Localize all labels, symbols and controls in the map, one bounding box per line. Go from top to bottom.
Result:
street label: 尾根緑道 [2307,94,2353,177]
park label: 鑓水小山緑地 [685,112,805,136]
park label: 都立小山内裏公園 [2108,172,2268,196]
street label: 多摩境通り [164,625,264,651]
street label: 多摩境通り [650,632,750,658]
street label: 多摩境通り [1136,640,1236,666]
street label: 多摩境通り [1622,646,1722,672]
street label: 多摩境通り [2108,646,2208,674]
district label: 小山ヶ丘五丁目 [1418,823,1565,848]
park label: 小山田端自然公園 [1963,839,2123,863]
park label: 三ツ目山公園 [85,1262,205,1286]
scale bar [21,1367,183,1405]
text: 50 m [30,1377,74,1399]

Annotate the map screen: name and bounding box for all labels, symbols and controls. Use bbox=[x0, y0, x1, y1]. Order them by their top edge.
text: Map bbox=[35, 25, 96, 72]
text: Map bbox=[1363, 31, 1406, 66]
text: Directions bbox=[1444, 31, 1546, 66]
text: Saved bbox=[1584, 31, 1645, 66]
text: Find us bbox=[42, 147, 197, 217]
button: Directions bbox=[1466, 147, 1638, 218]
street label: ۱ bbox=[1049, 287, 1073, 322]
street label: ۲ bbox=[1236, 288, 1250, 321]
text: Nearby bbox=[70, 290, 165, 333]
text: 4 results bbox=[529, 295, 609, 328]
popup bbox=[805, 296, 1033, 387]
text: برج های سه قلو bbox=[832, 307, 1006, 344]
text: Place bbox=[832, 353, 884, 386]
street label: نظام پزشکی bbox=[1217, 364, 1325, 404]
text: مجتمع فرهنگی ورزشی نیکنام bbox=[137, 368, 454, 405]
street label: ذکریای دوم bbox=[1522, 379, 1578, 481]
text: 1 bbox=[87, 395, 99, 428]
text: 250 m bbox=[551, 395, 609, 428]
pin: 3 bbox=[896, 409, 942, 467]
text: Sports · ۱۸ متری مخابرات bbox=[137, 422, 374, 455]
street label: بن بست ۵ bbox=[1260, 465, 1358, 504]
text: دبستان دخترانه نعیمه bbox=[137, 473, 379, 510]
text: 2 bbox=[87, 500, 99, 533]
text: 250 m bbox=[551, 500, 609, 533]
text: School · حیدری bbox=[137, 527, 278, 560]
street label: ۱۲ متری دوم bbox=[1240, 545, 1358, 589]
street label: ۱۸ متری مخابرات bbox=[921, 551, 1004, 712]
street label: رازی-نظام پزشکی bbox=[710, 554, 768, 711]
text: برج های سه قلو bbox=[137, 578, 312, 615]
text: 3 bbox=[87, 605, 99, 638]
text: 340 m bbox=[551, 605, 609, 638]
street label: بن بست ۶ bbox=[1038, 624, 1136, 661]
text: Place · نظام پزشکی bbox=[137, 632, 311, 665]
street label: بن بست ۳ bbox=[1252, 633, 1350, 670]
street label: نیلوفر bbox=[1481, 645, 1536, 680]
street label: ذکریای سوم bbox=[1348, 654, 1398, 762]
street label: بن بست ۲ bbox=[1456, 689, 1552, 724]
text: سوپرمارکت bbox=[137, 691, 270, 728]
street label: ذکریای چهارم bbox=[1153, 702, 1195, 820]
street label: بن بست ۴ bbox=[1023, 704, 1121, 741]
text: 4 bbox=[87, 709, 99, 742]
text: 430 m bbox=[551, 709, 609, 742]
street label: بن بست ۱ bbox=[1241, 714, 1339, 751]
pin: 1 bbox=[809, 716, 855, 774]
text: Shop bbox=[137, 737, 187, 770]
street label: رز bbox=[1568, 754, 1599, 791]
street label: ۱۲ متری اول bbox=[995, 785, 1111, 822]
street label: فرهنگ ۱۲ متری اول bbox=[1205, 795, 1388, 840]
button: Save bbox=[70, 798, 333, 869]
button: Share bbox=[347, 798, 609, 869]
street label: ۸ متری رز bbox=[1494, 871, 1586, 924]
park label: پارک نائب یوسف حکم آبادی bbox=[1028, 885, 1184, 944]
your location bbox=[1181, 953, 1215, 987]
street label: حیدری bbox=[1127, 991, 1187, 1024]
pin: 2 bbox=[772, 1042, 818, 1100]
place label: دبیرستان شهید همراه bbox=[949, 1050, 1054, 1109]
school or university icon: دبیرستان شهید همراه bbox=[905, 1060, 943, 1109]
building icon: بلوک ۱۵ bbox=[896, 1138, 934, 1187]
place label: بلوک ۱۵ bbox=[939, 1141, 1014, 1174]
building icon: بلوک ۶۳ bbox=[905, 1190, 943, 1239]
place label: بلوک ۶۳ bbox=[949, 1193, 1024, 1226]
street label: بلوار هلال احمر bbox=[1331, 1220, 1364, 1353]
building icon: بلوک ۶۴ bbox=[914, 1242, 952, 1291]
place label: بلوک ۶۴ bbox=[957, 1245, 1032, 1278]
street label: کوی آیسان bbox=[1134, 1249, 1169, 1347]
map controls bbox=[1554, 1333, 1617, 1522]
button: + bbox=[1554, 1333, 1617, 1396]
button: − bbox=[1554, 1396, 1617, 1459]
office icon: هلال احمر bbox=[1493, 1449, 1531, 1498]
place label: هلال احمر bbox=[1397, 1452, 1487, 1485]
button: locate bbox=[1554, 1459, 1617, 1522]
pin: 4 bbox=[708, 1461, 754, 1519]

*WHAT YOU ARE ASKED TO DO*: All of the records above need to be printed again exactly as they appear.

*FINAL ANSWER*:
Localize all labels, symbols and controls in the map, one bounding box per line. Go from top to bottom.
Result:
street label: 尾根緑道 [2307,94,2353,177]
park label: 鑓水小山緑地 [685,112,805,136]
park label: 都立小山内裏公園 [2108,172,2268,196]
street label: 多摩境通り [164,625,264,651]
street label: 多摩境通り [650,632,750,658]
street label: 多摩境通り [1136,640,1236,666]
street label: 多摩境通り [1622,646,1722,672]
street label: 多摩境通り [2108,646,2208,674]
district label: 小山ヶ丘五丁目 [1418,823,1565,848]
park label: 小山田端自然公園 [1963,839,2123,863]
park label: 三ツ目山公園 [85,1262,205,1286]
scale bar [21,1367,183,1405]
text: 50 m [30,1377,74,1399]

Annotate the map screen: name and bounding box for all labels, symbols and controls. Use bbox=[x0, y0, x1, y1]. Order them by their top edge.
text: Map bbox=[35, 25, 96, 72]
text: Map bbox=[1363, 31, 1406, 66]
text: Directions bbox=[1444, 31, 1546, 66]
text: Saved bbox=[1584, 31, 1645, 66]
text: Find us bbox=[42, 147, 197, 217]
button: Directions bbox=[1466, 147, 1638, 218]
street label: ۱ bbox=[1049, 287, 1073, 322]
street label: ۲ bbox=[1236, 288, 1250, 321]
text: Nearby bbox=[70, 290, 165, 333]
text: 4 results bbox=[529, 295, 609, 328]
popup bbox=[805, 296, 1033, 387]
text: برج های سه قلو bbox=[832, 307, 1006, 344]
text: Place bbox=[832, 353, 884, 386]
street label: نظام پزشکی bbox=[1217, 364, 1325, 404]
text: مجتمع فرهنگی ورزشی نیکنام bbox=[137, 368, 454, 405]
street label: ذکریای دوم bbox=[1522, 379, 1578, 481]
text: 1 bbox=[87, 395, 99, 428]
text: 250 m bbox=[551, 395, 609, 428]
pin: 3 bbox=[896, 409, 942, 467]
text: Sports · ۱۸ متری مخابرات bbox=[137, 422, 374, 455]
street label: بن بست ۵ bbox=[1260, 465, 1358, 504]
text: دبستان دخترانه نعیمه bbox=[137, 473, 379, 510]
text: 2 bbox=[87, 500, 99, 533]
text: 250 m bbox=[551, 500, 609, 533]
text: School · حیدری bbox=[137, 527, 278, 560]
street label: ۱۲ متری دوم bbox=[1240, 545, 1358, 589]
street label: ۱۸ متری مخابرات bbox=[921, 551, 1004, 712]
street label: رازی-نظام پزشکی bbox=[710, 554, 768, 711]
text: برج های سه قلو bbox=[137, 578, 312, 615]
text: 3 bbox=[87, 605, 99, 638]
text: 340 m bbox=[551, 605, 609, 638]
street label: بن بست ۶ bbox=[1038, 624, 1136, 661]
text: Place · نظام پزشکی bbox=[137, 632, 311, 665]
street label: بن بست ۳ bbox=[1252, 633, 1350, 670]
street label: نیلوفر bbox=[1481, 645, 1536, 680]
street label: ذکریای سوم bbox=[1348, 654, 1398, 762]
street label: بن بست ۲ bbox=[1456, 689, 1552, 724]
text: سوپرمارکت bbox=[137, 691, 270, 728]
street label: ذکریای چهارم bbox=[1153, 702, 1195, 820]
street label: بن بست ۴ bbox=[1023, 704, 1121, 741]
text: 4 bbox=[87, 709, 99, 742]
text: 430 m bbox=[551, 709, 609, 742]
street label: بن بست ۱ bbox=[1241, 714, 1339, 751]
pin: 1 bbox=[809, 716, 855, 774]
text: Shop bbox=[137, 737, 187, 770]
street label: رز bbox=[1568, 754, 1599, 791]
street label: ۱۲ متری اول bbox=[995, 785, 1111, 822]
street label: فرهنگ ۱۲ متری اول bbox=[1205, 795, 1388, 840]
button: Save bbox=[70, 798, 333, 869]
button: Share bbox=[347, 798, 609, 869]
street label: ۸ متری رز bbox=[1494, 871, 1586, 924]
park label: پارک نائب یوسف حکم آبادی bbox=[1028, 885, 1184, 944]
your location bbox=[1181, 953, 1215, 987]
street label: حیدری bbox=[1127, 991, 1187, 1024]
pin: 2 bbox=[772, 1042, 818, 1100]
place label: دبیرستان شهید همراه bbox=[949, 1050, 1054, 1109]
school or university icon: دبیرستان شهید همراه bbox=[905, 1060, 943, 1109]
building icon: بلوک ۱۵ bbox=[896, 1138, 934, 1187]
place label: بلوک ۱۵ bbox=[939, 1141, 1014, 1174]
building icon: بلوک ۶۳ bbox=[905, 1190, 943, 1239]
place label: بلوک ۶۳ bbox=[949, 1193, 1024, 1226]
street label: بلوار هلال احمر bbox=[1331, 1220, 1364, 1353]
building icon: بلوک ۶۴ bbox=[914, 1242, 952, 1291]
place label: بلوک ۶۴ bbox=[957, 1245, 1032, 1278]
street label: کوی آیسان bbox=[1134, 1249, 1169, 1347]
map controls bbox=[1554, 1333, 1617, 1522]
button: + bbox=[1554, 1333, 1617, 1396]
button: − bbox=[1554, 1396, 1617, 1459]
office icon: هلال احمر bbox=[1493, 1449, 1531, 1498]
place label: هلال احمر bbox=[1397, 1452, 1487, 1485]
button: locate bbox=[1554, 1459, 1617, 1522]
pin: 4 bbox=[708, 1461, 754, 1519]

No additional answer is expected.